DAYTON, Ohio — With abortion now illegal after six weeks in Ohio, more mothers could choose to give their children up for adoption if they carry out unwanted pregnancies.
Spencer and Malinda Izor are the proud adoptive parents of five kids in Dayton, who are working on adopting their sixth.
“We decided when we got married that’s how we were going to build our family,” Spencer said. “We could have gone through other means to have children ourselves, but this was a choice.”
They said their choice was motivated by making a positive impact on kids in child protective services.
“Something that I was really called to do was to be a voice and an advocate for children that have been abused and neglected and need forever homes,” Spencer said.
The Izors said they know the system pretty well after adopting five kids, so they know the system may struggle to keep up with how many kids are in child protective services.
“The system is already taxed, and with 'Roe' being overturned I think that it will become even more so,” Spencer said. “I think there will be much more of a need for safe haven facilities and funding to help support kids once they do find themselves in the system.”
As of July, there are 3,367 kids available for adoption across the state of Ohio, according to data from the Ohio Department of Job and Family Services.
Cuyahoga County alone has 794 children seeking adoption, nearly twice as many as the next highest county, Hamilton, which has 371.
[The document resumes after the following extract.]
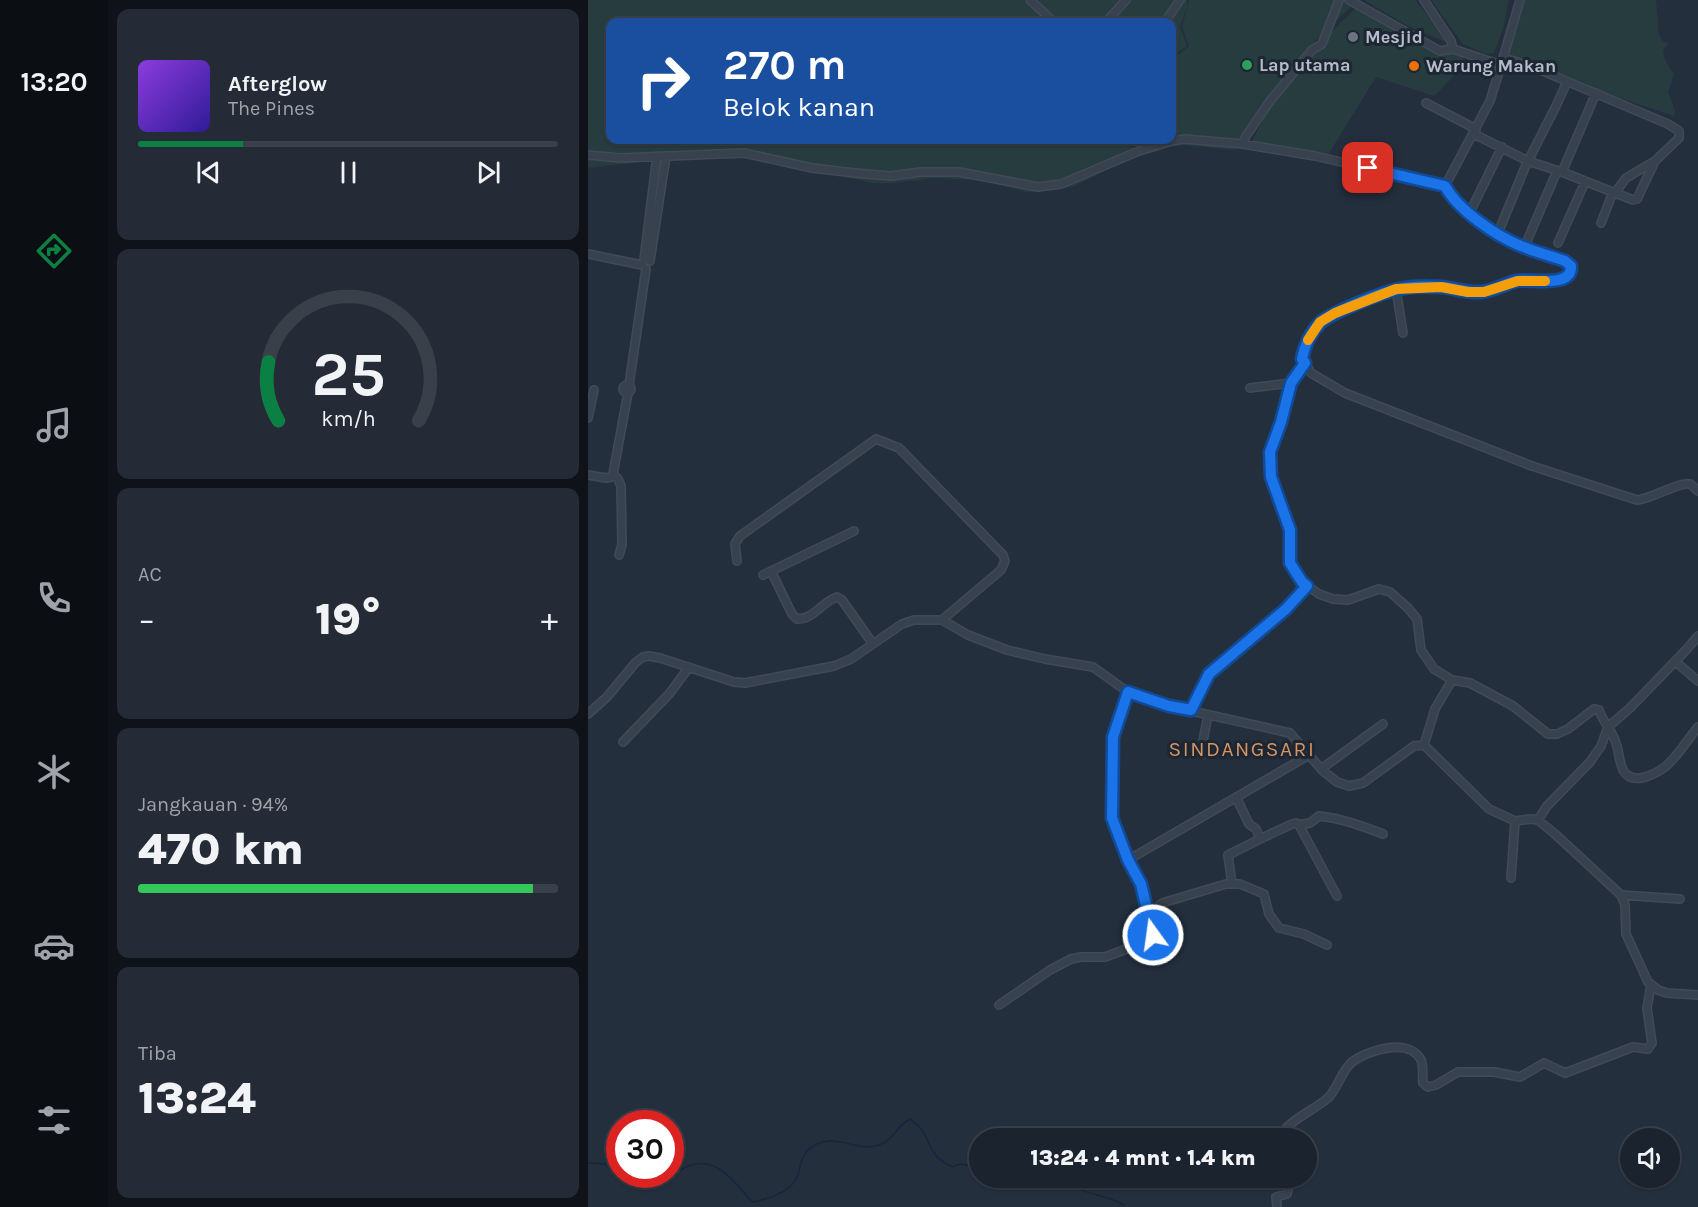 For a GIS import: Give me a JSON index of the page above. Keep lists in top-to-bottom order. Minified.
{"districts":["SINDANGSARI"],"places":["Mesjid","Lap utama","Warung Makan"],"page":{"tabs":"13:20","turn":["270 m","Belok kanan"],"song":["Afterglow","The Pines"],"tile":["AC",["Jangkauan · 94%","470 km"],["Tiba","13:24"]],"heat":["−","19°","+"],"limit":"30","trip":"13:24 · 4 mnt · 1.4 km","gauge":["25","km/h"]}}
“This is an opportunity for us, as an agency, to talk about all of the benefits of adoption and foster care, and all of the opportunities that are available,” Ohio Department of Job and Family Services Director Matt Damschroder said.
Damschroder said Gov. Mike DeWine continues to be focused on health and wellness for mothers, babies and children.
ODJFS pointed to programs already in place to help shoulder the load — but the strain on the system is not only felt by the children but also the caseworkers.
“We want to make sure that we’re doing everything we can to talk about how important children’s services social workers are in their communities, the role that they play,” Damschroder said. “The opportunities that people have to make a difference, and invite them into the field.”
The state is committing a $15 million grant to the Public Children’s Services Agency to bolster workforce recruitment and retention.
ODJFS provided information on services available to support pregnant women or new mothers, such as the Ohio Parenting and Pregnancy Program, WIC, SNAP and others.
The state is also putting $800 million toward helping child care programs defray unexpected business costs associated with the pandemic to help stabilize operations.
Damschroder is an adoptive parent himself, so knows things are likely to keep changing, but he hopes more families will step up to help kids waiting for a match.
“What the current situation gives us the opportunity to do is to promote the need for individuals to come forward to be foster parents and adoptive parents,” Damschroder said.
The Izors plan to foster and adopt as many kids as they can financially support, but worry the state could be heading down a slippery slope of outcomes for kids in protective services.
"A life that's been born doesn't necessarily mean that it's a life that's been saved,” Spencer said. “We see the impact of trauma and the impact that abuse, neglect and dependency [have] upon our kids. And those are lifelong impacts. Some of my kids have seen things more in their few short years of life than I'll ever see in my lifetime. I just worry that we are setting ourselves up for more kids to unfortunately have that experience."